SOURCE DATA >>

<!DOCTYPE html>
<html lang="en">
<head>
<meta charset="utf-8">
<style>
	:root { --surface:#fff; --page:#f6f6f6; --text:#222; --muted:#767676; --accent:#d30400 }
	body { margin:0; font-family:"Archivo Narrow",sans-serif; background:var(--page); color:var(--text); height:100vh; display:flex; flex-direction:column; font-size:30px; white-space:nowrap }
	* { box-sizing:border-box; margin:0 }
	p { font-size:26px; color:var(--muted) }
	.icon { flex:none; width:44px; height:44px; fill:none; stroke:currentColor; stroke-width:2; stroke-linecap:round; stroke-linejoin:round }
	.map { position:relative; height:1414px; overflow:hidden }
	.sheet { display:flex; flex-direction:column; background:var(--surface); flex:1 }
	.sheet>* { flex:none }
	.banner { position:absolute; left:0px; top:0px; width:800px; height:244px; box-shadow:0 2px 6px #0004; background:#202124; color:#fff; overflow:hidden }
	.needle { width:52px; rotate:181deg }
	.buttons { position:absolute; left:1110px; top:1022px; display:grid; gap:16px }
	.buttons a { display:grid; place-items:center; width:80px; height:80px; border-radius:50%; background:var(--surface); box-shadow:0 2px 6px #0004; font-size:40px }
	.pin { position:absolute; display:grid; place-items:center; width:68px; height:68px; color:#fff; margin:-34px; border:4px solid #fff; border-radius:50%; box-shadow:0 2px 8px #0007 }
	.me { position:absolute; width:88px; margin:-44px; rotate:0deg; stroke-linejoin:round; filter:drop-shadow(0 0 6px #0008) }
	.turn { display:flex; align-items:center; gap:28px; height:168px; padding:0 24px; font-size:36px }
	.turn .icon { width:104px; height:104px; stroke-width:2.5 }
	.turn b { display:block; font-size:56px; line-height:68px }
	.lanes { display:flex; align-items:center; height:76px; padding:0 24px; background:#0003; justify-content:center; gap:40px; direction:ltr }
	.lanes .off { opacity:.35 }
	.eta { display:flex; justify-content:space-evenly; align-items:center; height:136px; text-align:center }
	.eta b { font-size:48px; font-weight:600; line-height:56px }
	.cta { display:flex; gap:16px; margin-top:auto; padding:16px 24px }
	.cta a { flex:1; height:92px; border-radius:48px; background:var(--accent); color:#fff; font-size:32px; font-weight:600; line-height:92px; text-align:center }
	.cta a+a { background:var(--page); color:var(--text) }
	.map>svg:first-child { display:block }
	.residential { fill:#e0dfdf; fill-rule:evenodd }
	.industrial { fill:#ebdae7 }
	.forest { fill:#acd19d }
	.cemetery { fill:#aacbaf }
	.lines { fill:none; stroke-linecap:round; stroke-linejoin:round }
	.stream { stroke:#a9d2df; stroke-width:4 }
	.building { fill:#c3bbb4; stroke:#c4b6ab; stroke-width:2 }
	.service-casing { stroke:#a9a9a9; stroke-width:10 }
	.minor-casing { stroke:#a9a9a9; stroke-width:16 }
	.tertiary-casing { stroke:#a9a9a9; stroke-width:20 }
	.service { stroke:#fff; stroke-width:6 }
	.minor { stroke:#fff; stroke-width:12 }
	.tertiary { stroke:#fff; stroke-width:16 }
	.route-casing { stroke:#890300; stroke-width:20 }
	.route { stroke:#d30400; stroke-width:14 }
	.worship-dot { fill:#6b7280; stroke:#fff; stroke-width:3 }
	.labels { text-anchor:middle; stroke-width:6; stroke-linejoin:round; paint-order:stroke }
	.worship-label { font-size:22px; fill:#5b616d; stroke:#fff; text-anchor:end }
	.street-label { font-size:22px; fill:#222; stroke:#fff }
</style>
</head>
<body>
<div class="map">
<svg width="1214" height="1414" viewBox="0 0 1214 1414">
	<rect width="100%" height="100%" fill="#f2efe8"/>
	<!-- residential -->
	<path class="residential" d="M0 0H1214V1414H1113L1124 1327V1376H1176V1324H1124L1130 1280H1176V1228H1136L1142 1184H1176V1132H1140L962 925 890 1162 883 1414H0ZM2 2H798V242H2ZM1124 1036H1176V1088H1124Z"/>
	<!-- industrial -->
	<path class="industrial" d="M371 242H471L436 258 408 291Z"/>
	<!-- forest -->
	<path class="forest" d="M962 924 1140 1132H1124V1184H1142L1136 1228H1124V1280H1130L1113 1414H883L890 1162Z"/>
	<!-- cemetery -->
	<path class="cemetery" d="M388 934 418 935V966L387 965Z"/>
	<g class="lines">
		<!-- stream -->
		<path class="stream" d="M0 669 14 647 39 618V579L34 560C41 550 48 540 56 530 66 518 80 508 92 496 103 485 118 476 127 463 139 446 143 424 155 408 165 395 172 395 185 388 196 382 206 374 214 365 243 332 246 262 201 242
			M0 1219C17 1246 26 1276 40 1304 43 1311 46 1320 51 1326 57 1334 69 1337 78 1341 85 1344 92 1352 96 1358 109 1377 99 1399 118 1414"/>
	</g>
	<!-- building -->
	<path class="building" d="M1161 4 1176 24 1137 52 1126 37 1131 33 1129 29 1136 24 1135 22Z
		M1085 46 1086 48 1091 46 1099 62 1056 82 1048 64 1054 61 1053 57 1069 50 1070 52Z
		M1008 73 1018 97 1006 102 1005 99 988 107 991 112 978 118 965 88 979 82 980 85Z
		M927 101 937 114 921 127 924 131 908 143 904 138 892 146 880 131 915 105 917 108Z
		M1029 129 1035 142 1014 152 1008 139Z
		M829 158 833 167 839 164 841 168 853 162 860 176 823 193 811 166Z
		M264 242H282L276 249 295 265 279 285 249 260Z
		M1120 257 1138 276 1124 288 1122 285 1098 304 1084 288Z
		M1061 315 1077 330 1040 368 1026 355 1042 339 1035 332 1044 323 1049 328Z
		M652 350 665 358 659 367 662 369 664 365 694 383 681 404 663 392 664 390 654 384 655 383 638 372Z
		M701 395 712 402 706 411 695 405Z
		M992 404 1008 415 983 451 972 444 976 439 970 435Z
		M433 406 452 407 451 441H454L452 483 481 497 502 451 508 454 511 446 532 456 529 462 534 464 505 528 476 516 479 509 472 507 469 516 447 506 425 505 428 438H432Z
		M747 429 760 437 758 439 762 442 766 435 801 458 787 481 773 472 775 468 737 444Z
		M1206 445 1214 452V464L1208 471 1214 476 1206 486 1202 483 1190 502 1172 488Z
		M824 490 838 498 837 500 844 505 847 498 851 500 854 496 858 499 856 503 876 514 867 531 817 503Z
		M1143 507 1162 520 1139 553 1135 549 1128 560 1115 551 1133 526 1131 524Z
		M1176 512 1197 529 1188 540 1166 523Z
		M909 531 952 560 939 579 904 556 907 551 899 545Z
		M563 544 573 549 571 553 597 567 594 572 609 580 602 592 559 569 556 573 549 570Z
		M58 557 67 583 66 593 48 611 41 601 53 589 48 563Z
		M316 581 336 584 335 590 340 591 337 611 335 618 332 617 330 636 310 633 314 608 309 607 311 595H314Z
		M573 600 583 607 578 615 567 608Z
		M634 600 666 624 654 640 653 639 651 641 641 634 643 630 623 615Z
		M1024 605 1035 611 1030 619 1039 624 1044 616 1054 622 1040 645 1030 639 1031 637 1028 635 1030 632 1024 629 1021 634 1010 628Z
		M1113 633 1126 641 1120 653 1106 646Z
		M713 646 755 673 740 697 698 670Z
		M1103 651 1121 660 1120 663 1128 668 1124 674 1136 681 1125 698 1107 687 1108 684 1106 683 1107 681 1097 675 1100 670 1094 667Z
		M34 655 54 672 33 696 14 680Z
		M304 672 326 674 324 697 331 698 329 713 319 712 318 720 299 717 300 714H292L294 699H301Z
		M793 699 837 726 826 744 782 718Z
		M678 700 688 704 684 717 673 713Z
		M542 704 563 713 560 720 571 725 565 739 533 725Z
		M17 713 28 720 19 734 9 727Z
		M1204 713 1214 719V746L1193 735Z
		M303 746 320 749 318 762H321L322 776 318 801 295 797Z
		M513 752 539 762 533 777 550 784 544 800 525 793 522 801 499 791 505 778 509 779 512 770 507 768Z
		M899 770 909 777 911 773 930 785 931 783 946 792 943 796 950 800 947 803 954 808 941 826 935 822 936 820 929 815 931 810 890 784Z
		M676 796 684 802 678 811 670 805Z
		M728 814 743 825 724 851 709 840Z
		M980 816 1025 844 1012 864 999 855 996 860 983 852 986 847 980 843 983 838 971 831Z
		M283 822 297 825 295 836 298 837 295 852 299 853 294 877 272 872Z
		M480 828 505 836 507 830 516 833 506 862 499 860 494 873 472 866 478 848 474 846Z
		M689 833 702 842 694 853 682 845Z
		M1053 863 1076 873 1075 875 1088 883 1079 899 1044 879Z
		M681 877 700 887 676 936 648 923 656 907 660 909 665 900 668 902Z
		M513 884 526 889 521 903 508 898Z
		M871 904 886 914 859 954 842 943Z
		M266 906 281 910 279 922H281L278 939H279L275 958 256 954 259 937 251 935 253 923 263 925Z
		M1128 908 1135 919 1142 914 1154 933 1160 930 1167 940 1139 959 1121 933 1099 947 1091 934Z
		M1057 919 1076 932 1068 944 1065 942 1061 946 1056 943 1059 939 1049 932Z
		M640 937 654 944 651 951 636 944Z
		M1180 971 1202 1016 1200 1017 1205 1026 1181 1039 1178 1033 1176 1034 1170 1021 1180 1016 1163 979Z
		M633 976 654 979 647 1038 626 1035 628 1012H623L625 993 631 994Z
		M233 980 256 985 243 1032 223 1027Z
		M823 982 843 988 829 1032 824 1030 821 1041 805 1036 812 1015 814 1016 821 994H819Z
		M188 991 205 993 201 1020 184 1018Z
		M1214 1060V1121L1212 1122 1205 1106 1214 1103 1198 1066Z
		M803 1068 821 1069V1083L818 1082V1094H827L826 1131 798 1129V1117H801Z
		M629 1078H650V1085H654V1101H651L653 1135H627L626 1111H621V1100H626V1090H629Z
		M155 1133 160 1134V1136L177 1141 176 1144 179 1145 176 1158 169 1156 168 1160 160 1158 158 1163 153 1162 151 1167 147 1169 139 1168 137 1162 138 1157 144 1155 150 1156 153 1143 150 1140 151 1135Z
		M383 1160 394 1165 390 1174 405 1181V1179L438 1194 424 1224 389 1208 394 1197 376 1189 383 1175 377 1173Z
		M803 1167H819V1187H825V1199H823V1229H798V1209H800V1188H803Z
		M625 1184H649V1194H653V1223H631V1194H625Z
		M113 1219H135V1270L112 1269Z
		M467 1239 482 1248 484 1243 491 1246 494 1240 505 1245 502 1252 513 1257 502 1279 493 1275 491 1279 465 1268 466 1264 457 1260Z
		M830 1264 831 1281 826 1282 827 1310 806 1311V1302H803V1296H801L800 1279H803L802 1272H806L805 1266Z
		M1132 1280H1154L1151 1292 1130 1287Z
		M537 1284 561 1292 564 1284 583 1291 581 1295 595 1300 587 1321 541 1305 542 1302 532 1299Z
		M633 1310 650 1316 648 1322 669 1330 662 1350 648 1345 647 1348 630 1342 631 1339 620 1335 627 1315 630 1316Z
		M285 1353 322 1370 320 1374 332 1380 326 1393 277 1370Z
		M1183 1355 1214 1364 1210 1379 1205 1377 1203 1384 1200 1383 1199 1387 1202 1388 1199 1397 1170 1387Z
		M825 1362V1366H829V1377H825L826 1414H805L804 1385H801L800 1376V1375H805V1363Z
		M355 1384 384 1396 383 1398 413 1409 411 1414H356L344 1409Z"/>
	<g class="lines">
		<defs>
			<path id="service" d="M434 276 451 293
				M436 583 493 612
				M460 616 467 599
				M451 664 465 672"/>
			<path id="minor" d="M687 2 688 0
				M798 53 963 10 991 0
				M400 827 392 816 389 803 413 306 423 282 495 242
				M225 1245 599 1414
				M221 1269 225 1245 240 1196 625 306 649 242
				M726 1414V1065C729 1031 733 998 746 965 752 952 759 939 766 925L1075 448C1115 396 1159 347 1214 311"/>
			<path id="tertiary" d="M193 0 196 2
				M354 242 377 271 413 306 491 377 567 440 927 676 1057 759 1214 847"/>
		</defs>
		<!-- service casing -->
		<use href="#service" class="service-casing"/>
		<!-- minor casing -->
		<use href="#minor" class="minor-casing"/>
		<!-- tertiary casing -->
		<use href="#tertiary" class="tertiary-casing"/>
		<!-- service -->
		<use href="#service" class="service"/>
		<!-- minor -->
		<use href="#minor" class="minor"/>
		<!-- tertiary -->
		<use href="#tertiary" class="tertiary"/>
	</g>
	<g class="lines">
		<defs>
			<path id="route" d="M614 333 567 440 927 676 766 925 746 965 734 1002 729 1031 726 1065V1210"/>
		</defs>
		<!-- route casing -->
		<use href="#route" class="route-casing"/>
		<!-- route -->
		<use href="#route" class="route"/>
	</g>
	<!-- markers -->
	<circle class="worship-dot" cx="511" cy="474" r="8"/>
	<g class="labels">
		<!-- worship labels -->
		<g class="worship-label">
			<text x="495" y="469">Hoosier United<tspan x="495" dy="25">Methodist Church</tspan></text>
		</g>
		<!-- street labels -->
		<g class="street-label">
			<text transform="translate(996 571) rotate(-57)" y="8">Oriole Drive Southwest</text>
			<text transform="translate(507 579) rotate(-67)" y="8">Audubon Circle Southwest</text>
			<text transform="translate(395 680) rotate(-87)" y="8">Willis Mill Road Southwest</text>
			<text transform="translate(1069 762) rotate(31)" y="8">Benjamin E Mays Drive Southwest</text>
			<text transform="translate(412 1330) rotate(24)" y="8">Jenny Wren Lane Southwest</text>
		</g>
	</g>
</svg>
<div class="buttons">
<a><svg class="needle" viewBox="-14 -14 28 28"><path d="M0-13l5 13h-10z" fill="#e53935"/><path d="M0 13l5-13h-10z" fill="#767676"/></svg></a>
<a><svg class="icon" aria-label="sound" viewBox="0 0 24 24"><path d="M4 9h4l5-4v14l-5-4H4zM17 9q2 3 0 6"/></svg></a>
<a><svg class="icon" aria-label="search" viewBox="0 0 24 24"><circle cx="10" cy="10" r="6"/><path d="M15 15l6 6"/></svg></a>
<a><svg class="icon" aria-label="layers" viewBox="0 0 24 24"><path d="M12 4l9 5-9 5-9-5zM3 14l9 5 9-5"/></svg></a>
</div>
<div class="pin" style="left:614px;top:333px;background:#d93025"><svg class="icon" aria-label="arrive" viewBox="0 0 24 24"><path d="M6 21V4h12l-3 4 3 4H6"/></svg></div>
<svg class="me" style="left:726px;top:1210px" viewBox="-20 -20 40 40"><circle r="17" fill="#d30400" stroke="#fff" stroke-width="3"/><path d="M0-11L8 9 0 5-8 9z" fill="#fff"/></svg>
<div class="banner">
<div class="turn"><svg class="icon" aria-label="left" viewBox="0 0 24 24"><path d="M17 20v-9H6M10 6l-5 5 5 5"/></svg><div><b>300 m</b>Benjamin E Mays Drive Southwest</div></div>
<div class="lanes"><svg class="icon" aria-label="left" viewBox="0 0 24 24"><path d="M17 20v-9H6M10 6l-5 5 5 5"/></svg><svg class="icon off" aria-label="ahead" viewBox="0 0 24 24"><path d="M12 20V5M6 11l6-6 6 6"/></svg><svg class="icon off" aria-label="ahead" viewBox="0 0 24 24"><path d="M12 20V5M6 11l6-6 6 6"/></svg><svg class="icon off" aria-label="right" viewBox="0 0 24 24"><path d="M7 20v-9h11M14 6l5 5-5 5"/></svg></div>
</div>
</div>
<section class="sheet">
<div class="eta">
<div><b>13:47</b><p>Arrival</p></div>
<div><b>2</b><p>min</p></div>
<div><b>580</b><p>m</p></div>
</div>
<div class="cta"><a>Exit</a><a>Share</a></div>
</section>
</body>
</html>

ABOUT THIS TASK >> Reproduce word for word the lines of the records above, beginning at the first and ending with the line where "position:absolute; display:grid; place-items:center;" appears, and nothing past it.

EXERCISE OUTPUT >>
<!DOCTYPE html>
<html lang="en">
<head>
<meta charset="utf-8">
<style>
	:root { --surface:#fff; --page:#f6f6f6; --text:#222; --muted:#767676; --accent:#d30400 }
	body { margin:0; font-family:"Archivo Narrow",sans-serif; background:var(--page); color:var(--text); height:100vh; display:flex; flex-direction:column; font-size:30px; white-space:nowrap }
	* { box-sizing:border-box; margin:0 }
	p { font-size:26px; color:var(--muted) }
	.icon { flex:none; width:44px; height:44px; fill:none; stroke:currentColor; stroke-width:2; stroke-linecap:round; stroke-linejoin:round }
	.map { position:relative; height:1414px; overflow:hidden }
	.sheet { display:flex; flex-direction:column; background:var(--surface); flex:1 }
	.sheet>* { flex:none }
	.banner { position:absolute; left:0px; top:0px; width:800px; height:244px; box-shadow:0 2px 6px #0004; background:#202124; color:#fff; overflow:hidden }
	.needle { width:52px; rotate:181deg }
	.buttons { position:absolute; left:1110px; top:1022px; display:grid; gap:16px }
	.buttons a { display:grid; place-items:center; width:80px; height:80px; border-radius:50%; background:var(--surface); box-shadow:0 2px 6px #0004; font-size:40px }
	.pin { position:absolute; display:grid; place-items:center; width:68px; height:68px; color:#fff; margin:-34px; border:4px solid #fff; border-radius:50%; box-shadow:0 2px 8px #0007 }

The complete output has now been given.